Sunday, February 22

🔴 Angeliki Stogia arrived in…


🔴 Angeliki Stogia arrived in Manchester from Greece in 1995 as a student. Over the years, she has forged a path in politics rooted in community – and the lives of people she meets every day campaigning on the doorstep. It is there, she says, that the reality of division in this country becomes clear.

“A woman that I spoke to from Bangladesh, who came here when she was four,” she recalls. “She was telling me ‘my children are getting abused, racially abused at school’.”

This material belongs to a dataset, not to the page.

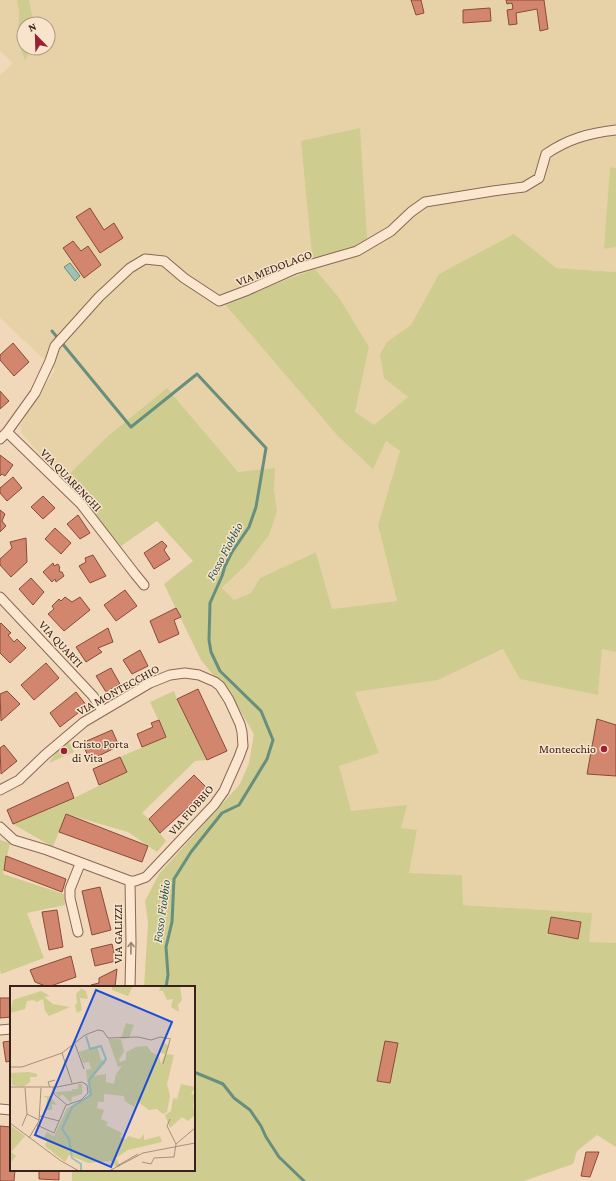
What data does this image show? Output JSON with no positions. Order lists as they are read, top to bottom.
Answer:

The woman had built her life here, investing her savings into extending her home, she says. “She was crying on the doorstep,” she adds. “She said ‘I left Bangladesh at four years old…I can’t return, but they want me to leave’.”

For Ms Stogia, the encounter cemented what she believes is at stake when constituents in Gorton and Denton head to the polls for the by-election on February 26 🗳️

“Whatever happens on the 27th, there will be an MP, and that woman will be still thinking the same things,” she says. “I want her to think that she has someone watching her back. Because I will do that all day long, every day.”

But beyond the personal stories lies a harsher reality: many residents in Gorton and Denton are still waiting to see meaningful change from the Labour Party. And for some voters, the question is not whether someone is listening, but whether their lives will improve.